October 9, 1940

This might have been the happiest month of Nick Buchanan's life. Maybe that was an exaggeration, but it was hard not to feel like this. Jennifer spent about three nights each week in his bed. And he spent about three nights each week in her bed. Sometimes they had to work late and could manage to take a nap at the stationhouse. That was the only time they spent the night apart.

Ever since that night at the jazz club, things had started coming together for them. They had kept a professional distance out of necessity before that. But then the levees broke and they couldn't help themselves.

Oh they were still professional at work. They had to be. And they were both good detectives and were devoted to the job. Nick knew Jen would never jeopardize her spot on Homicide, not after she'd clawed her way up to get there. He'd never do anything to endanger her job, either. She was made for this work. Nick knew he was, too. But while he loved his job, he didn't feel like he was called to it like she was.

He even asked her about it one night. They were at her apartment, lying in her bed after a particularly fun round of sex. She'd gotten up and put on her robe to get them each a glass of water. When she came back, she gave him his glass, put hers down on the nightstand, and took off the robe to get back in bed.

"How did you get the job?" Nick asked, once they'd settled back into each other's embrace.

"I asked for it."

Nick chuckled at that, causing Jen to shake slightly against his chest where she was curled up. "That all it took?"

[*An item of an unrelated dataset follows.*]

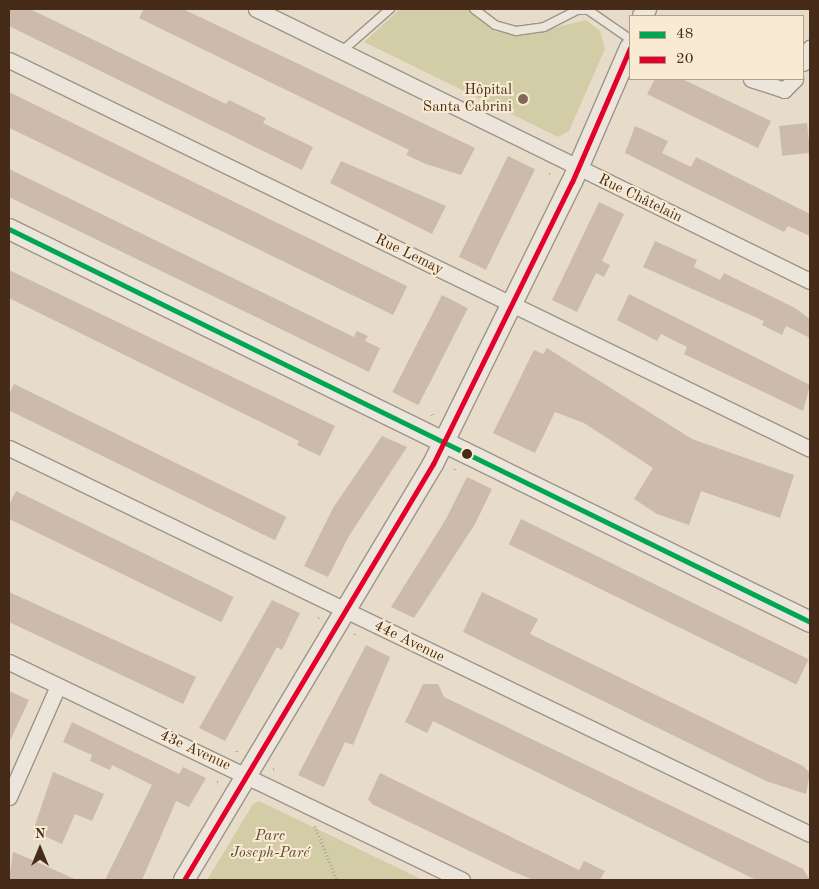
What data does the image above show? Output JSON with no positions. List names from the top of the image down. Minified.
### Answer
{"streets":{"street":["Rue Châtelain","Rue Lemay","44e Avenue","43e Avenue"]},"parks":["Parc Joseph-Paré"],"places":["Hôpital Santa Cabrini"],"lines":["transit line 20","transit line 48"],"legend":["48","20"],"north":"top"}
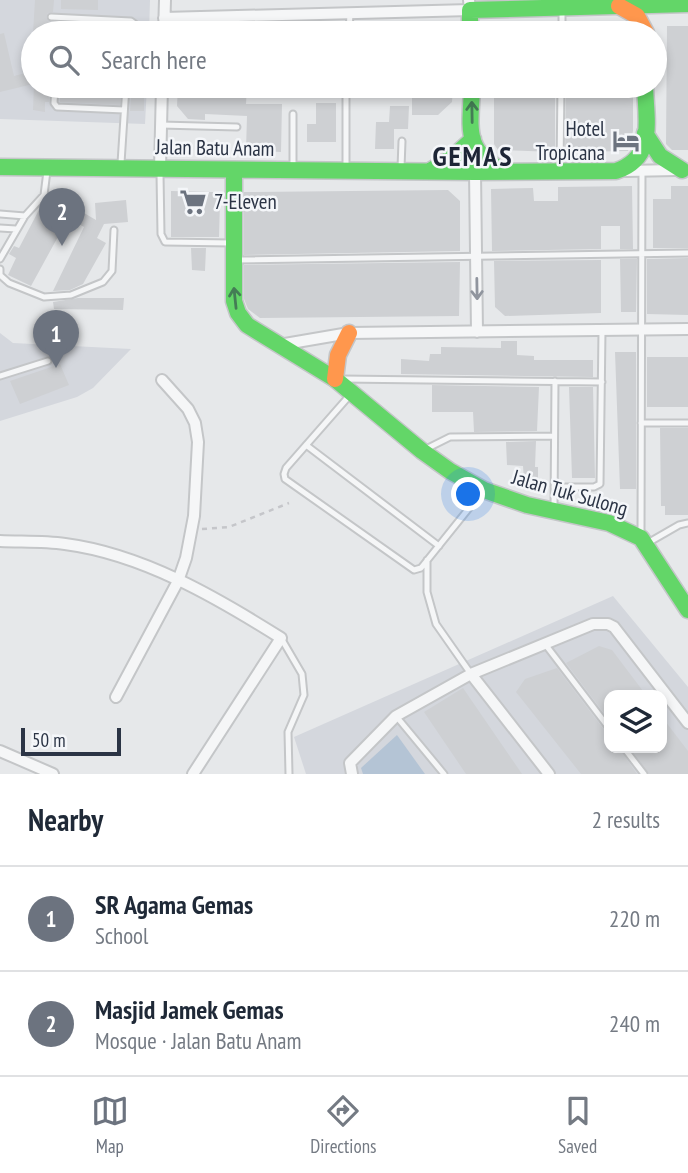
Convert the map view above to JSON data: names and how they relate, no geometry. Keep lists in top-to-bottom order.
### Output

"When Supomo debriefed me, I told him that now that I had FBI undercover experience, I deserved a spot with the NYPD. He asked me what I wanted, and I told him Homicide in Manhattan. He just nodded. Two days later, when I was back home in Harlem, a package was hand delivered with my new credentials and my gold detective's shield and a letter informing me of my assignment to our precinct and to report to Sergeant Wolfe. I think it's the least the FBI could do for me," she said.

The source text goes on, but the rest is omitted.